Yang namanya bego, gue bego banget. Doyoung tuh hari ini mood-nya udah bagus, tapi gue malah ngerusak semuanya.

Gak ada satu pun dari kita yang membuka percakapan. Doyoung hanya sibuk dengan makanannya, tanpa melihat ke gue atau pun Juhoon. Juhoon hanya menatap makanannya dengan penuh teka-teki, mungkin yang ada dalam benaknya sekarang adalah, ada apa dengan ayahnya? Kenapa ayahnya mendadak dingin lagi? Padahal tadi mereka udah berinteraksi lumayan banyak. Dan gue, hanya memandang makanan gue tanpa napsu. Gue gak enak banget sama Doyoung, karena gue udah melanggar privasinya.

"Jangan diliatin aja makanannya, Lila. Dimakan. Saya masak bukan untuk kamu liatin aja."
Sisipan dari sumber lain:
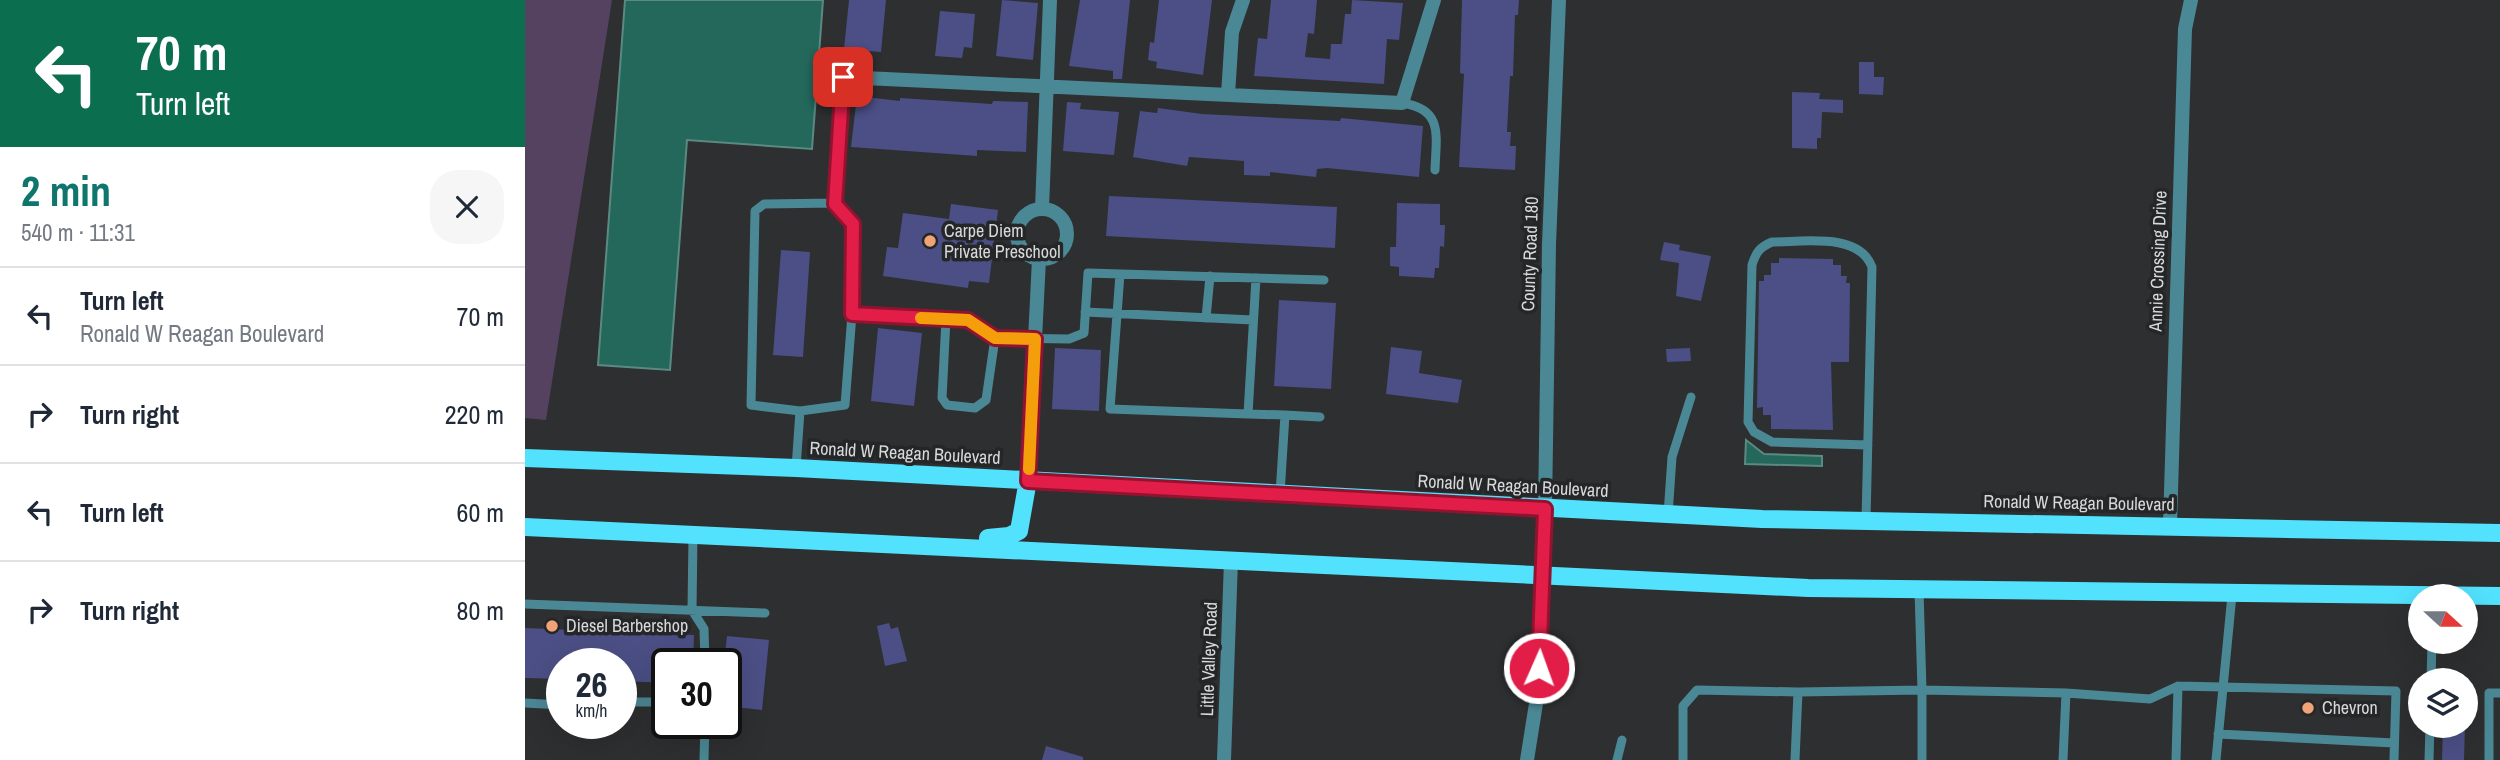 <!DOCTYPE html>
<meta charset="utf-8">
<style>
:root{--surface:#fff;--page:#f6f6f7;--text:#1f2937;--muted:#747a83;--line:#e0e1e3;--accent:#0f766e}
body{margin:0;font-family:"Archivo Narrow",sans-serif;background:var(--page);color:var(--text);height:100vh;display:flex;flex-direction:column;font-size:26px;white-space:nowrap}
*{box-sizing:border-box;margin:0}
p{font-size:23px;color:var(--muted)}
.icon{flex:none;width:38px;height:38px;fill:none;stroke:currentColor;stroke-width:2;stroke-linecap:round;stroke-linejoin:round}
.map{position:relative;flex:1;overflow:hidden}
.details{display:flex;flex-direction:column;background:var(--surface);width:525px}
.details>*{flex:none}
.top-card{background:#0b6e4f;color:#fff;overflow:hidden}
.needle{width:46px;rotate:111deg}
.buttons{position:absolute;left:1883px;top:584px;display:grid;gap:14px}
.buttons a{display:grid;place-items:center;width:70px;height:70px;border-radius:50%;background:var(--surface);box-shadow:0 7px 28px #0002;font-size:35px}
.speed{position:absolute;left:21px;top:648px;display:flex;gap:14px;font-size:35px;font-weight:700;text-align:center}
.speed>*{display:grid;place-content:center;width:91px;height:91px;border-radius:50%;background:var(--surface);box-shadow:0 7px 28px #0002;line-height:1}
.speed small{font-size:18px;font-weight:400}
.speed .limit{border:4px solid #111;border-radius:10px;background:#fff;color:#111}
.pin{position:absolute;display:grid;place-items:center;width:60px;height:60px;color:#fff;margin:-30px;border-radius:14px;box-shadow:0 4px 10px #0006}
.me{position:absolute;width:77px;margin:-38px;rotate:2deg;stroke-linejoin:round;filter:drop-shadow(0 0 5px #0008)}
.turn{display:flex;align-items:center;gap:24px;height:147px;padding:0 21px;font-size:32px}
.turn .icon{width:91px;height:91px;stroke-width:2.5}
.turn b{display:block;font-size:49px;line-height:60px}
.round{display:grid;place-items:center;flex:none;width:74px;height:74px;border-radius:28px;background:var(--page)}
.overview{display:flex;align-items:center;justify-content:space-between;height:119px;padding:0 21px}
h1{font-size:42px;font-weight:700;line-height:52px;color:var(--accent)}
ul{padding:0;list-style:none}
li{display:flex;align-items:center;gap:21px;height:98px;padding:0 21px;border-top:2px solid var(--line)}
li div{flex:1}
li b{display:block;font-size:26px}
li em{font-style:normal}
main{display:flex;flex:1;min-height:0}
.map>svg:first-child{display:block}
.green{fill:#544260}
.water{fill:#24685c;stroke:#5a8a82;stroke-width:2}
.building{fill:#4b4f85}
.lines{fill:none;stroke-linecap:round;stroke-linejoin:round}
.service{stroke:#4b8895;stroke-width:9}
.minor{stroke:#4b8895;stroke-width:14}
.primary{stroke:#52e2fd;stroke-width:18}
.route-casing{stroke:#92132f;stroke-width:18}
.route{stroke:#e11d48;stroke-width:12}
.slow{stroke:#f59e0b;stroke-width:12}
.poi-dot{fill:#efa377;stroke:#242627;stroke-width:2.5}
.labels{text-anchor:middle;stroke-width:7;stroke-linejoin:round;paint-order:stroke}
.poi-label{font-size:18px;fill:#d7d8d9;stroke:#242627;text-anchor:start}
.street-label{font-size:18px;fill:#d7d8d9;stroke:#242627}
</style>
<main>
<section class="details">
<div class="top-card">
<div class="turn"><svg class="icon" aria-label="left" viewBox="0 0 24 24"><path d="M17 20v-9H6M10 6l-5 5 5 5"/></svg><div><b>70 m</b>Turn left</div></div>
</div>
<div class="overview"><div><h1>2 min</h1><p>540 m · 11:31</p></div><a class="round"><svg class="icon" aria-label="close" viewBox="0 0 24 24"><path d="M6 6l12 12M18 6L6 18"/></svg></a></div>
<ul>
<li><svg class="icon" aria-label="left" viewBox="0 0 24 24"><path d="M17 20v-9H6M10 6l-5 5 5 5"/></svg><div><b>Turn left</b><p>Ronald W Reagan Boulevard</p></div><em>70 m</em></li>
<li><svg class="icon" aria-label="right" viewBox="0 0 24 24"><path d="M7 20v-9h11M14 6l5 5-5 5"/></svg><div><b>Turn right</b></div><em>220 m</em></li>
<li><svg class="icon" aria-label="left" viewBox="0 0 24 24"><path d="M17 20v-9H6M10 6l-5 5 5 5"/></svg><div><b>Turn left</b></div><em>60 m</em></li>
<li><svg class="icon" aria-label="right" viewBox="0 0 24 24"><path d="M7 20v-9h11M14 6l5 5-5 5"/></svg><div><b>Turn right</b></div><em>80 m</em></li>
</ul>
</section>
<div class="map">
<svg width="1975" height="760" viewBox="0 0 1975 760">
<rect width="100%" height="100%" fill="#2d2f31"/>
<!-- green -->
<path class="green" d="M0,0H87L21,420L0,418Z"/>
<!-- water -->
<path class="water" d="M100,0H298L287,149L162,140L145,370L73,365Z
M1221,440L1239,454L1297,456V466L1220,464Z"/>
<!-- building -->
<path class="building" d="M324,0H361L356,52L319,49Z
M477,0L513,3L508,60L471,56Z
M555,0H605L597,79H588V71L544,66Z
M634,0H687L678,75L631,68L632,62L623,60L625,42L629,43Z
M746,0H792L789,34L783,33L780,57L805,59L806,44H817L820,14H826L827,0L878,3L874,40L862,39L859,84L729,76L733,38L742,39Z
M937,0H994L993,15H990L988,76H985L982,132H986L985,146H991L990,170L934,167L939,74L935,73Z
M415,11L450,14L447,48L439,47L437,58L410,56Z
M1334,62H1349V77H1359L1358,95L1334,94Z
M1267,92L1295,93L1294,99L1318,100V113L1297,112L1296,138H1292V149L1267,148Z
M332,96L375,101V98L467,104L468,101L503,102L501,152L452,150V156L326,147Z
M542,102L556,103L555,109L594,112L589,155L538,151Z
M633,108L677,114L815,121L816,118L898,126L894,177L802,168L792,169L791,177L745,172V176L719,175V161L664,157L662,166L608,157L615,111L632,113Z
M584,196L812,207L810,248L581,236Z
M872,203L915,204V225H920L919,247L915,246L914,268H910L909,278L874,276V267L865,266V247H871Z
M426,204L473,210L464,283L444,281L443,288L358,276L362,247L373,248L378,213L424,219Z
M1139,242L1155,245L1154,250L1186,256L1176,301L1151,296L1154,263L1135,260Z
M256,250L285,252L278,357L248,355Z
M1254,258L1308,259V265H1316V276H1322L1321,283H1325L1324,362H1306L1308,430L1246,429V415H1238V407L1232,408L1234,281H1239V275H1246V263H1254Z
M754,300L811,303L806,389L749,386Z
M353,328L397,333L389,406L346,401Z
M866,347L897,351L894,373L937,380L933,403L861,394Z
M530,348L576,350L574,411L527,409Z
M1165,348L1166,361L1142,362L1141,349Z
M364,623L366,629L373,627L382,661L360,666L352,626Z
M0,628L169,635L168,663H142V683L96,681V663H37V679L0,678Z
M202,636L244,640L237,710L201,706L199,663Z
M1918,726H1940L1939,760H1917Z
M521,746L558,757V760H517Z"/>
<g class="lines">
<!-- service -->
<path class="service" d="M318,77L310,203L328,224L327,314
M877,103C919,109 911,136 910,170
M595,274L585,409L723,414
M731,278L723,414L760,415L755,494
M560,312L728,320
M681,318L685,276
M421,319L417,398L422,405L450,408L461,400L470,338
M275,411L226,405L230,211L239,204L310,203
M760,415L795,417
M271,468L275,411L320,405L327,314L443,320L470,338L544,339L559,333L563,273L799,280
M1143,515L1147,457L1166,397
M1341,520L1347,267C1334,232 1278,242 1247,242C1235,247 1231,252 1227,265L1223,422L1229,432L1247,442L1343,445
M168,534L167,610L179,629L180,663
M1394,590L1397,690L1541,693L1625,699L1653,686L1871,691L1869,760
M0,604L240,613
M1906,681L1907,642
M96,702H142
M0,703L37,705
M1693,734L1869,743
M179,760L180,723
M1092,760L1097,740
M1158,760V706L1172,690L1273,692L1397,690V760
M1270,760L1273,692
M1538,760L1541,693
M1651,760L1653,686
M1691,760L1707,595
M1904,760L1905,726
M1964,760V693H1975"/>
<!-- minor -->
<path class="minor" d="M318,77L877,103L909,0
M703,95L707,32L718,0
M517,209L525,0
M492 234a25 25 0 1 1 50 0a25 25 0 1 1-50 0Z
M503,480L514,259
M1645,525L1660,29L1666,0
M699,760L706,560
M1002,760L1013,691L1020,509L1024,244L1034,0"/>
<!-- primary -->
<path class="primary" d="M0,458L271,468L1237,519L1975,533
M0,527L1283,588L1975,596
M463,538L484,536L494,531L503,480"/>
</g>
<g class="lines">
<defs>
<path id="route" d="M318,77L310,204L328,224L327,314L443,320L470,338L510,339L503,481L1020,509L1014,668"/>
</defs>
<!-- route casing -->
<use href="#route" class="route-casing"/>
<!-- route -->
<use href="#route" class="route"/>
<!-- slow -->
<path class="slow" d="M396,318L443,320L470,338L510,339L504,469"/>
</g>
<!-- markers -->
<g class="poi-dot">
<circle cx="405" cy="241" r="7"/>
<circle cx="27" cy="626" r="7"/>
<circle cx="1783" cy="708" r="7"/>
</g>
<g class="labels">
<!-- poi labels -->
<g class="poi-label">
<text x="419" y="237">Carpe Diem<tspan x="419" dy="21">Private Preschool</tspan></text>
<text x="41" y="632">Diesel Barbershop</text>
<text x="1797" y="714">Chevron</text>
</g>
<!-- street labels -->
<g class="street-label">
<text transform="translate(1005 254) rotate(-88)" y="6">County Road 180</text>
<text transform="translate(1633 261) rotate(-88)" y="6">Annie Crossing Drive</text>
<text transform="translate(380 453) rotate(3)" y="6">Ronald W Reagan Boulevard</text>
<text transform="translate(988 486) rotate(3)" y="6">Ronald W Reagan Boulevard</text>
<text transform="translate(1554 503) rotate(1)" y="6">Ronald W Reagan Boulevard</text>
<text transform="translate(684 659) rotate(-88)" y="6">Little Valley Road</text>
</g>
</g>
</svg>
<div class="buttons">
<a><svg class="needle" viewBox="-14 -14 28 28"><path d="M0-13l5 13h-10z" fill="#e53935"/><path d="M0 13l5-13h-10z" fill="#747a83"/></svg></a>
<a><svg class="icon" aria-label="layers" viewBox="0 0 24 24"><path d="M12 4l9 5-9 5-9-5zM3 14l9 5 9-5"/></svg></a>
</div>
<div class="speed"><div>26<small>km/h</small></div><div class="limit">30</div></div>
<div class="pin" style="left:318px;top:77px;background:#d93025"><svg class="icon" aria-label="arrive" viewBox="0 0 24 24"><path d="M6 21V4h12l-3 4 3 4H6"/></svg></div>
<svg class="me" style="left:1014px;top:668px" viewBox="-20 -20 40 40"><circle r="17" fill="#e11d48" stroke="#fff" stroke-width="3"/><path d="M0-11L8 9 0 5-8 9z" fill="#fff"/></svg>
</div>
</main>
Karena gue takut dimarahin, akhirnya gue bergerak cepat untuk memakan makanan yang udah Doyoung siapkan. Jujur deh, gue udah mempersiapkan mental banget kalau seandainya habis ini Doyoung bakal marahin gue habis-habisan karena udah melanggar privasi punya dia. Berani berbuat, harus berani nerima konsekuensinya juga, Lila. Siapin mental lo aja.

"Tante, Juhoon udah selesai makannya."

"Belum habis Juhoon, habisin baru boleh selesai." Bukan gue membalas ucapan Juhoon, melainkan Doyoung.

"Itu makanannya Juhoon sisa 3 suap lagi tuh, makan ya?" Kata gue.

Juhoon pasrah lalu mengangguk dan melanjutkan menghabiskan pasta karbonara miliknya.

Gue udah selesai makan, Juhoon dan Doyoung pun sama. Tapi gak ada salah satu dari kita yang bergerak untuk meletakan piring ke dalam dishwasher. Juhoon hanya memainkan garpu kecil miliknya yang bergambarkan We Bare Bears. Gue memainkan jari jemari gue, gak tau gue harus ngapain. Sementara itu, Doyoung memainkan gelas wine yang masih banyak wine di dalamnya.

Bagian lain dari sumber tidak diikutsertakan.